**Data entries**
******
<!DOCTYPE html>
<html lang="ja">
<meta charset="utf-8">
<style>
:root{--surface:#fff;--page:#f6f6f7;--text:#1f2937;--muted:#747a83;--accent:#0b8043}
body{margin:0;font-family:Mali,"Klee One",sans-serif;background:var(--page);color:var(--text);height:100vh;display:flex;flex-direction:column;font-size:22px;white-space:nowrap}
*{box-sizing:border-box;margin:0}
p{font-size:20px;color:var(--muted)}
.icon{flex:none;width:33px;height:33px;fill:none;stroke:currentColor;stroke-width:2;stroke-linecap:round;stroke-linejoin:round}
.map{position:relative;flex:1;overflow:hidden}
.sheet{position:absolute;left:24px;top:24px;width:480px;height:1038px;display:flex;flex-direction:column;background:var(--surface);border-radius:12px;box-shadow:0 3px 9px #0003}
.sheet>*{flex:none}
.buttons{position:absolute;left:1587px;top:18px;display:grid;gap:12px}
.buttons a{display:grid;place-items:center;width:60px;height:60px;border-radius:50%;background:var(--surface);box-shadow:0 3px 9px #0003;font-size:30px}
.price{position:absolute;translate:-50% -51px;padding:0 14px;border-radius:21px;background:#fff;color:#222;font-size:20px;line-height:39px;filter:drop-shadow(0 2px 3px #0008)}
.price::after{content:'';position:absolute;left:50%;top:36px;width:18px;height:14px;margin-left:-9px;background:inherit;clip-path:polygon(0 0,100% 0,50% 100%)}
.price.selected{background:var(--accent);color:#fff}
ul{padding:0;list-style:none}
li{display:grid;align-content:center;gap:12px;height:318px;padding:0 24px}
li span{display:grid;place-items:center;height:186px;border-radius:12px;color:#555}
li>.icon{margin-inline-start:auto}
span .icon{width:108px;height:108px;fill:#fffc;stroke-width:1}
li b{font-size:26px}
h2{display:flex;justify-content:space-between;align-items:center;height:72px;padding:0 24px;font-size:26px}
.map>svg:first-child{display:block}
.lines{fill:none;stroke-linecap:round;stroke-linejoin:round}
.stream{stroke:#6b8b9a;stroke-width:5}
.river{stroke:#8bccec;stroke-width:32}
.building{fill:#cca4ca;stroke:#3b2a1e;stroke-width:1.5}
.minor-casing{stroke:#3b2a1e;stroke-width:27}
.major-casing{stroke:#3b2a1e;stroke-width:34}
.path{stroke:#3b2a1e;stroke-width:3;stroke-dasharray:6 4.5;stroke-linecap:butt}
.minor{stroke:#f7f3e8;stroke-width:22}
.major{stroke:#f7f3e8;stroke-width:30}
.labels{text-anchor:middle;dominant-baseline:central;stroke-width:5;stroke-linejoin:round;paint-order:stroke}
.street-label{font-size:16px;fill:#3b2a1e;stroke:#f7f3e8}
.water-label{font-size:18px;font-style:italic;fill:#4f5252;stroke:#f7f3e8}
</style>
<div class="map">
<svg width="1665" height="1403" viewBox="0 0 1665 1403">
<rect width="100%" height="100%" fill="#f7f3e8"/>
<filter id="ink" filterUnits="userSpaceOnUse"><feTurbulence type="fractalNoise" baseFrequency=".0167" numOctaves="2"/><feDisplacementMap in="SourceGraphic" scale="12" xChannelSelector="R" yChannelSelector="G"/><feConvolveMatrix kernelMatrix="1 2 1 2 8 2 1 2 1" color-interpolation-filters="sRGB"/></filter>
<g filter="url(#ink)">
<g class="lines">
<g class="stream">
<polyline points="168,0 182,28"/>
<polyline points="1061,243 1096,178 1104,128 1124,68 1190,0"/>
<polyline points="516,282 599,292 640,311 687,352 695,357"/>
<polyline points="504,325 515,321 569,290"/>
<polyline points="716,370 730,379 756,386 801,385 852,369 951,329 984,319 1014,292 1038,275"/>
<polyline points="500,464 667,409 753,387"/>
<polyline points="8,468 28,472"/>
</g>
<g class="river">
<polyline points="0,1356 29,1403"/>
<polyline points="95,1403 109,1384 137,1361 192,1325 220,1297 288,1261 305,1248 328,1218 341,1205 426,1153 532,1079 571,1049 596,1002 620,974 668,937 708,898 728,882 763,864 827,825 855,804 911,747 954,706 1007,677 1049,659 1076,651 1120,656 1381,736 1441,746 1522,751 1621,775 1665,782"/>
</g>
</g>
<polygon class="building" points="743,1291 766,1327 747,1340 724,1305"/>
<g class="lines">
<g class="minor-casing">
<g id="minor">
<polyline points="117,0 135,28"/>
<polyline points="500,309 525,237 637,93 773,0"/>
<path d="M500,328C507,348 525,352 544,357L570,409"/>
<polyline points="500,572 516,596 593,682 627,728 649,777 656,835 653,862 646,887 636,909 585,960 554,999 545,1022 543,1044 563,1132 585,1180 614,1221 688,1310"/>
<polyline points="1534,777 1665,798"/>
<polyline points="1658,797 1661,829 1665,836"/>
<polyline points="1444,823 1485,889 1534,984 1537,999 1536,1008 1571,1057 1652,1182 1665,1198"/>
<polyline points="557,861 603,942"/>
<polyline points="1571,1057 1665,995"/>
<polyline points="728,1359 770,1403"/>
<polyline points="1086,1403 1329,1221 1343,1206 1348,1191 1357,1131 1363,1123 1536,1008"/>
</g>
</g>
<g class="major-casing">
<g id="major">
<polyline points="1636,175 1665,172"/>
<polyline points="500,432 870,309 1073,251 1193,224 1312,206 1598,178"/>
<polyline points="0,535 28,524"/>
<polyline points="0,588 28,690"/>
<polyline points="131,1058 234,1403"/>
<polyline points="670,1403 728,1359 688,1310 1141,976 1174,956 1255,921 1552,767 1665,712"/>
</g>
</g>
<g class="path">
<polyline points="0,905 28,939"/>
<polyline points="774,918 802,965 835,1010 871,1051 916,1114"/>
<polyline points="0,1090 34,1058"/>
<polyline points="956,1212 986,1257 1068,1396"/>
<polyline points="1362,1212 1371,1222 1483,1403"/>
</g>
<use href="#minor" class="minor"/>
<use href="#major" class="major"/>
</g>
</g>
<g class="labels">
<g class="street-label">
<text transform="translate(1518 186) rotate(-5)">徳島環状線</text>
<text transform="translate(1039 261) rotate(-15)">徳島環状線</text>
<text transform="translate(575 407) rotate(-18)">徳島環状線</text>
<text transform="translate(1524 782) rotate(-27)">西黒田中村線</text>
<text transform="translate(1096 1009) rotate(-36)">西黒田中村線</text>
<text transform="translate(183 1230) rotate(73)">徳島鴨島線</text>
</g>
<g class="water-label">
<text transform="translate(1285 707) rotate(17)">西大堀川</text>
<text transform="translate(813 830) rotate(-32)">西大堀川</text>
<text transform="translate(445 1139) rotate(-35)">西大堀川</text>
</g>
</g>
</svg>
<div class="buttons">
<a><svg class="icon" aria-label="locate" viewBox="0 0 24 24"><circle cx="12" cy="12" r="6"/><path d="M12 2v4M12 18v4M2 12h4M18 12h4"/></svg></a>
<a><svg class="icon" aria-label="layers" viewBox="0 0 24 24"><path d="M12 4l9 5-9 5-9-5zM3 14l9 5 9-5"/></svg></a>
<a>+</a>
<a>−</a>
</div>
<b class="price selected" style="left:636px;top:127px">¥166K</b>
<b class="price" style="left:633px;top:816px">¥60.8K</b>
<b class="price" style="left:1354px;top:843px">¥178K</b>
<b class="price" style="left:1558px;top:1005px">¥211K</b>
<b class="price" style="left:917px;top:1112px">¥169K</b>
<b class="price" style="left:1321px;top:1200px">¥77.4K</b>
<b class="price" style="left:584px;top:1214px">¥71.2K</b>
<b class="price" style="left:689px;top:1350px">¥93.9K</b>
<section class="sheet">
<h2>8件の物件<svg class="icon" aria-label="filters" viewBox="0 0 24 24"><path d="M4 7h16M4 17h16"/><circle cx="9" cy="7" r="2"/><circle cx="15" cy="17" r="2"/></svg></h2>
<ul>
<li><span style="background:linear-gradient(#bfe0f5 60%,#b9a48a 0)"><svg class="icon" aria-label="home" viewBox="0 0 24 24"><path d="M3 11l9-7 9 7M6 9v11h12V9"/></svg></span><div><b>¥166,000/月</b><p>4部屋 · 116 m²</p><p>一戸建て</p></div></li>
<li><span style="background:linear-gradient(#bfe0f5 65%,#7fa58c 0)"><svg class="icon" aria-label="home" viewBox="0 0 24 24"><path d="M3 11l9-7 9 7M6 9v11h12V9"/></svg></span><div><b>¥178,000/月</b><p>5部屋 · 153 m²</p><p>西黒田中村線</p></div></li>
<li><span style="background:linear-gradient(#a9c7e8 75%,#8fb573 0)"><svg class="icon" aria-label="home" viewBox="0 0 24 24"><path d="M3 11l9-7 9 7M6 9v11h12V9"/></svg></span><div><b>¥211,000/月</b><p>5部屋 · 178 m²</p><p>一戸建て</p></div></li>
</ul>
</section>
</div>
******
**Problem statement**
Go through the records above, find every line with the word "linecap", and list those lines.

**The completed task**
.icon{flex:none;width:33px;height:33px;fill:none;stroke:currentColor;stroke-width:2;stroke-linecap:round;stroke-linejoin:round}
.lines{fill:none;stroke-linecap:round;stroke-linejoin:round}
.path{stroke:#3b2a1e;stroke-width:3;stroke-dasharray:6 4.5;stroke-linecap:butt}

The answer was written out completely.